The family lived in Weehawken , New Jersey and had a daughter and two sons.

Awards

literature

  • Nils Strandell: Catalog over Hans Lagerlöfs Frimärksdonationer till Postmuseum. 8 volumes, Swedish Postal Museum, Stockholm 1924–1951.
  • Lagerlöf, Hans. In: Gunnar Prawitz (Ed.): Vem är vem inom handel och industri? 1944–45 Jonson & Winter, Stockholm 1944, p. 293 (Swedish, runeberg.org ).
  • Lagerloef, Major General Hans. In: Encyclopedia of American biography: New series. Volume 18, American Historical Society 1945, p. (With portrait), pp. 315-319 ( hathitrust.org ).
  • Erik Rydman: 6. Lagerlöf, Hans. In: Svenskahaben och kvinnor: biografisk uppslagsbok. Volume 4: I – Lindner. Albert Bonniers förlag, Stockholm 1948, p. 433 (Swedish, runeberg.org ).
  • The Col. Hans Lagerloef Collections of Stamps and Postal History of Europe, Asia and Africa, Specialized Auction Catalog. HR Harmer, Inc., Nov. 11-15. May 1953 (2 volumes).
  • Erik Hamberg: Storsamlaren Hans Lagerlöf.

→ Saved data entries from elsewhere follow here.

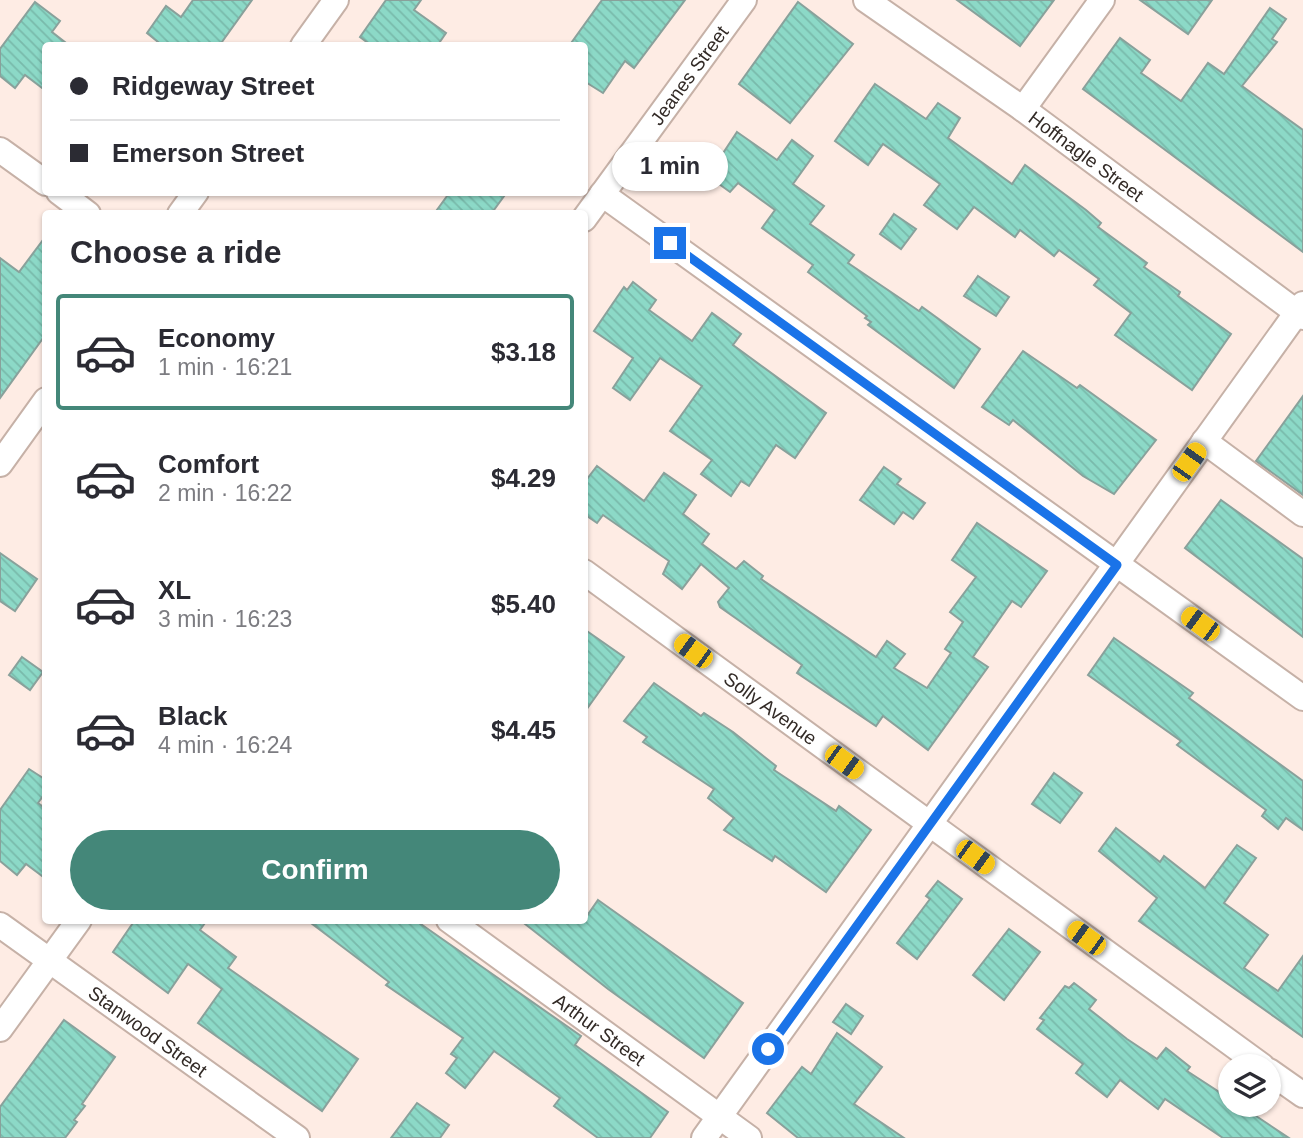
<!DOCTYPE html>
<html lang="en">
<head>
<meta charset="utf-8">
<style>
  body { margin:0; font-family:Arial,sans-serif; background:#f2f2f3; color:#2b2b33; height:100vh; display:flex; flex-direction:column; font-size:26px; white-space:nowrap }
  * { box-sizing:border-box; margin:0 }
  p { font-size:23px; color:#7c7c81 }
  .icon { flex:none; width:38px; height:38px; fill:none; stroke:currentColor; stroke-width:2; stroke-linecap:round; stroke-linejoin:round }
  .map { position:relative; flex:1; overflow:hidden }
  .details { position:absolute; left:42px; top:210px; width:546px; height:714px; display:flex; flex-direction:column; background:#fff; border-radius:7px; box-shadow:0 2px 5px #0004 }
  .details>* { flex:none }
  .banner { position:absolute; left:42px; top:42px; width:546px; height:154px; border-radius:7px; box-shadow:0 2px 5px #0004; display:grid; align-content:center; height:154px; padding:0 28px; background:#fff }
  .fabs { position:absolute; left:1218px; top:1054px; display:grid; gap:14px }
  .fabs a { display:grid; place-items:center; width:63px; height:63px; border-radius:50%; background:#fff; box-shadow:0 2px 5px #0004; font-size:35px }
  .end { position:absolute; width:32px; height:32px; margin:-16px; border:9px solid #1a73e8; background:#fff; box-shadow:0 0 0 4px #fff }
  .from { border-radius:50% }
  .bubble { position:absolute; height:49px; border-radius:24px; background:#fff; box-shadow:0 2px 5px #0004; font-size:23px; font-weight:600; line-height:49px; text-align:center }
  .car { position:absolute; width:21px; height:42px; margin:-21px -10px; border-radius:9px; box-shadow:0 0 5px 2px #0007; background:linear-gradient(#f5c518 24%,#345 0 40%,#f5c518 0 76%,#345 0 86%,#f5c518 0) }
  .banner b { display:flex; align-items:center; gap:24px; height:66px; font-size:26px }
  .banner b+b { border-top:2px solid #e1e1e2 }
  .banner i { width:18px; height:18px; background:#2b2b33 }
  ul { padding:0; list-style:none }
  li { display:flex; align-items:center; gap:21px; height:116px; margin:0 14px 10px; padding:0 14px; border:4px solid transparent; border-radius:7px }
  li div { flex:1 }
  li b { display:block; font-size:26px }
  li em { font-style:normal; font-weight:600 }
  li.selected { border-color:#448779 }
  li>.icon { width:63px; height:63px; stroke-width:1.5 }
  h2 { padding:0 28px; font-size:32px; line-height:84px }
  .primary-button { display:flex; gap:14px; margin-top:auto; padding:14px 28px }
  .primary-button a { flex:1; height:80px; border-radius:42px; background:#448779; color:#fff; font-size:28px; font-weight:600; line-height:80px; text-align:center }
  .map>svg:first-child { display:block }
  .building { fill:url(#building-back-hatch); stroke:#89a19b; stroke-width:2 }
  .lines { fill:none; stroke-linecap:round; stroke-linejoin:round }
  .minor-casing { stroke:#c6b1a7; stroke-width:28 }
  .minor { stroke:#fff; stroke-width:24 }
  .route { stroke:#1a73e8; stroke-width:9 }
  .labels { text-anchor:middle; stroke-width:6; stroke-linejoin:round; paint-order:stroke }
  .street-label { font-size:19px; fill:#322a26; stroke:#feece4 }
</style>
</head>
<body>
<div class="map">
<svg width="1303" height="1138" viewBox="0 0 1303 1138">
  <defs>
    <pattern id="building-back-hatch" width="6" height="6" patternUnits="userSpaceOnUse" patternTransform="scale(1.75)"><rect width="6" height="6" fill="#8cd9c7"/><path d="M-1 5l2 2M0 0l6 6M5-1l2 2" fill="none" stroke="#79baab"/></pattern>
  </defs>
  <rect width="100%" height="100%" fill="#feece4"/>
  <g class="building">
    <polygon points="193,0 252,0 219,46 163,46 147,33 166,6 181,17"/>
    <polygon points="386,0 421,0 414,10 446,33 437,46 372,46 360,37"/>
    <polygon points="602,0 685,0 634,68 625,61 603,93 584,81 584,46 569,46"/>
    <polygon points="957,0 1054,0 1020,46"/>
    <polygon points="1140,0 1212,0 1188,34"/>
    <polygon points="35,2 60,21 52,32 70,46 46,46 46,91 25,75 15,88 0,76 0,49"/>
    <polygon points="798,2 853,44 790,123 739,84"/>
    <polygon points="1270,8 1286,19 1272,39 1277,42 1242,86 1303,130 1303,252 1083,89 1120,38 1150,60 1141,73 1181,101 1208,63 1224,74"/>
    <polygon points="875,84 926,119 938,103 960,118 948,138 1012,184 1025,165 1086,210 1101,223 1098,227 1147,263 1144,267 1180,292 1178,296 1231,334 1192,390 1115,335 1131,313 1094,285 1099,279 1059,250 1054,256 1020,230 1015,237 974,207 957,229 924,205 940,184 883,144 868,165 835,141"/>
    <polygon points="737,132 777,160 792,140 813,156 793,184 824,206 810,224 854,255 848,263 919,311 922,307 980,349 954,388 868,325 871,322 865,318 867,316 808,272 813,265 762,228 775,210 738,183 730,192 708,176"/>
    <polygon points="450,192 507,192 491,214 434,214"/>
    <polygon points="894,214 916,229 901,249 880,234"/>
    <polygon points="46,236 46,334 0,398 0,258 19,272"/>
    <polygon points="978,276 1009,297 996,316 964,296"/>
    <polygon points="633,282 656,300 649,310 692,341 712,313 741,334 733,345 826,413 795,458 776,445 749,486 741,481 731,496 701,474 712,460 670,431 702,386 660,358 630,400 613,388 633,358 594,331 624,287 627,290"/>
    <polygon points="1023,351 1077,388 1080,385 1156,440 1114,494 1083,476 1013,420 1009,425 982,407"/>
    <polygon points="1303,396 1303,495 1256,461"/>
    <polygon points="597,466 644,501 664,473 696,495 683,514 709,534 702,544 736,569 744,561 763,576 761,579 876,657 887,641 905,654 894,668 927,688 951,653 945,649 963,622 950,612 976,577 952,560 977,523 1047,571 1021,607 1012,601 973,657 988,667 928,750 883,716 876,726 797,673 802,665 720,607 718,602 729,588 701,564 682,589 663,574 669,561 603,515 597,523 584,514 584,483"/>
    <polygon points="884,467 901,479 897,484 925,503 913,519 903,512 894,524 860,500"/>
    <polygon points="1221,500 1303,559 1303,637 1185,548"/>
    <polygon points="0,553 37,579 15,611 0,601"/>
    <polygon points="584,629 624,657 584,713"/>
    <polygon points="1114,638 1193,693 1189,698 1303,781 1303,830 1286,818 1278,829 1262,816 1266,810 1177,745 1181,741 1088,675"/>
    <polygon points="22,657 43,672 30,690 9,675"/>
    <polygon points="654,683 701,716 704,713 733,732 776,766 774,770 836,811 839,806 871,830 826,892 775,856 772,861 724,830 734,818 708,798 714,789 643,742 647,737 624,721"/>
    <polygon points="29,769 46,780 46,792 38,803 46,809 46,879 26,864 17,875 0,861 0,810"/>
    <polygon points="1054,773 1082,793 1060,823 1032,804"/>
    <polygon points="1116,828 1160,862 1164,856 1205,888 1237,845 1256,858 1224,903 1268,935 1244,968 1278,991 1303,956 1303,1037 1139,921 1157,898 1099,851"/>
    <polygon points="938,881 962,899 917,959 897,943 930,899 926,896"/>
    <polygon points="598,900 743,1003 704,1058 608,989 520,920 584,920"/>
    <polygon points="135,920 207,920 200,930 236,957 228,968 358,1059 322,1111 198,1023 222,989 188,964 168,993 113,952"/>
    <polygon points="307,920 415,920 581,1036 575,1045 668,1112 650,1138 598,1138 554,1106 560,1098 494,1051 465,1088 446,1073 457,1058 451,1054 463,1038 386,985 389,982"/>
    <polygon points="1009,929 1040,952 1004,1000 973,975"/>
    <polygon points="1074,983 1096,1000 1089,1009 1127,1039 1157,1059 1166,1048 1190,1067 1187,1071 1230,1099 1230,1104 1238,1104 1289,1138 1223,1138 1165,1099 1158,1109 1120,1080 1107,1097 1076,1073 1083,1064 1037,1029 1044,1020 1040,1018 1065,986 1069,988"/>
    <polygon points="846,1004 863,1016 851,1034 833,1022"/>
    <polygon points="64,1020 115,1057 82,1104 85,1106 74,1120 77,1122 65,1138 0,1138 0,1107"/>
    <polygon points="837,1033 882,1067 854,1104 904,1138 798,1138 767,1113 802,1067 811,1074"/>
    <polygon points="417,1103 449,1125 440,1138 391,1138"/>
  </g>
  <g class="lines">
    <g class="minor-casing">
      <g id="minor">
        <path id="s1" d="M 866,0 L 1023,109 L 1303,317"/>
        <polyline points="303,46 336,0"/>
        <polyline points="1023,109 1102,0"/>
        <polyline points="0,150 46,183"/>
        <polyline points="59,192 88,214"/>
        <polyline points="602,194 1303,698"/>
        <polyline points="180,214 196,192"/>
        <path id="s2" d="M 584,219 L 744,0"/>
        <polyline points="1204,441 1303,514"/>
        <polyline points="0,464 46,400"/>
        <path id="s3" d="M 584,572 L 1262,1066"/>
        <path id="s4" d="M 449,920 L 749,1138"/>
        <path id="s5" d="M 0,925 L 297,1138"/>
        <polyline points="0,1029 79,920"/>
        <polyline points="1269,1071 1303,1095"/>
        <polyline points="704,1138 1303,304"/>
      </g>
    </g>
    <use href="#minor" class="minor"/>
  </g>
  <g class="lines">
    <polyline class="route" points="670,243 1117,565 768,1049"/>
  </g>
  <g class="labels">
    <g class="street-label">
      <text dy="7" stroke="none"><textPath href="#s2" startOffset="178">Jeanes Street</textPath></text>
      <text dy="7" stroke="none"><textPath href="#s1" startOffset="270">Hoffnagle Street</textPath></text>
      <text dy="7" stroke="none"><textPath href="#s3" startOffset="231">Solly Avenue</textPath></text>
      <text dy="7" stroke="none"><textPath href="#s4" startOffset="186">Arthur Street</textPath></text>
      <text dy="7" stroke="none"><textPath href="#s5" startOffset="182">Stanwood Street</textPath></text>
    </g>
  </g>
</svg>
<div class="fabs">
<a><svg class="icon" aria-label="layers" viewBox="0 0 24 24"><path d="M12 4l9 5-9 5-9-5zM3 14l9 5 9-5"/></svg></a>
</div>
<i class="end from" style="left:768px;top:1049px"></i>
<i class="end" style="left:670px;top:243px"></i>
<div class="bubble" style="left:612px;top:142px;width:116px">1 min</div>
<i class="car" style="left:1189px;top:462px;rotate:35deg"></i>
<i class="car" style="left:1200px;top:624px;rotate:306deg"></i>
<i class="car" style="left:693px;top:651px;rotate:306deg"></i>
<i class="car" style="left:844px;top:762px;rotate:126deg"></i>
<i class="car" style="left:975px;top:857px;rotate:126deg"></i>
<i class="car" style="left:1086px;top:938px;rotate:306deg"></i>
<div class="banner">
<b><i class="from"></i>Ridgeway Street</b>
<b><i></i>Emerson Street</b>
</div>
<section class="details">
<h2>Choose a ride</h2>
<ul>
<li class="selected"><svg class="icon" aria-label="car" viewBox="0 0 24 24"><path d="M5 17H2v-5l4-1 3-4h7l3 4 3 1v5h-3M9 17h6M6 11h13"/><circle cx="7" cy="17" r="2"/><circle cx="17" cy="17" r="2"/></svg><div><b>Economy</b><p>1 min · 16:21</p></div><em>$3.18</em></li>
<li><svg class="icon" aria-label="car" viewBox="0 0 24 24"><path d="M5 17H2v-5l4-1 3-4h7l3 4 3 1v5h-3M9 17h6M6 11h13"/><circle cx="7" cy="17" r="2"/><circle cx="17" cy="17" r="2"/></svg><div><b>Comfort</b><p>2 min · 16:22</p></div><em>$4.29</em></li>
<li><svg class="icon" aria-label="car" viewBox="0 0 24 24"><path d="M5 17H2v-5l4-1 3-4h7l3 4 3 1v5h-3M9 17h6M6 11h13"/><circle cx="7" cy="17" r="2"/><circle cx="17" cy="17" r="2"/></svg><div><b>XL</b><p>3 min · 16:23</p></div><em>$5.40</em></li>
<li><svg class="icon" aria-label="car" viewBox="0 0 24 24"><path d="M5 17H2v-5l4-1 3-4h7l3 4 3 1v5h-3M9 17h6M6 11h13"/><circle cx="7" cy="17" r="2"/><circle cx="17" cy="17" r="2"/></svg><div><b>Black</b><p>4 min · 16:24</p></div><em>$4.45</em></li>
</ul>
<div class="primary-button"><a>Confirm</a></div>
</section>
</div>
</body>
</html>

Meddelanden Från Postal Museum No. 40, Stockholm 1996.

Web links

Individual evidence

  1. a b c d Erik Rydman: 6. Lagerlöf, Hans. In: Svenskahaben och kvinnor: biografisk uppslagsbok. Volume 4: I – Lindner. Albert Bonniers förlag, Stockholm 1948, p. 433 (Swedish, runeberg.org ).
  2. Hans Lagerloef, philately leader. In: The New York Times . May 13, 1952, p. 23 digitized , sometimes Weehawken is given as the place of death in the literature .
  3. For the family, see Lagerlöf, Lagerloef, Lagerlööf, släkter. In: Svenskt biografiskt lexikon. ( sok.riksarkivet.se ).
  4. ^ L .: Lenz, Clara . In: Hans Vollmer (Hrsg.): General lexicon of fine artists from antiquity to the present . Founded by Ulrich Thieme and Felix Becker . tape 23 : Leitenstorfer – Mander . EA Seemann, Leipzig 1929, p. 63 .
  5. ^ The World's Paper Trade Review. 68, 1918, p. 640; it is said to have been “ 117 pairs of rubber gloves and about 10 gross of babies' comforters ”.
  6. The debate in the House of Commons was related to the sale of the British shares in the Swedish Kellner-Partington Paper Pulp Co. Ltd. ; The Parliamentary Debates (official report) .: House of Commons. December 3, 1917, col. 12 ( books.google.com ).
  7. Nos. IV and IX, see Blue Mauritius Research Companion , accessed on July 23, 2018.
  8. Portrait, fig. In uniform with awards in the Maritime Museum in Stockholm.
  9. ^ The Swedish American Trade Journal. 16, 1922, p. 362.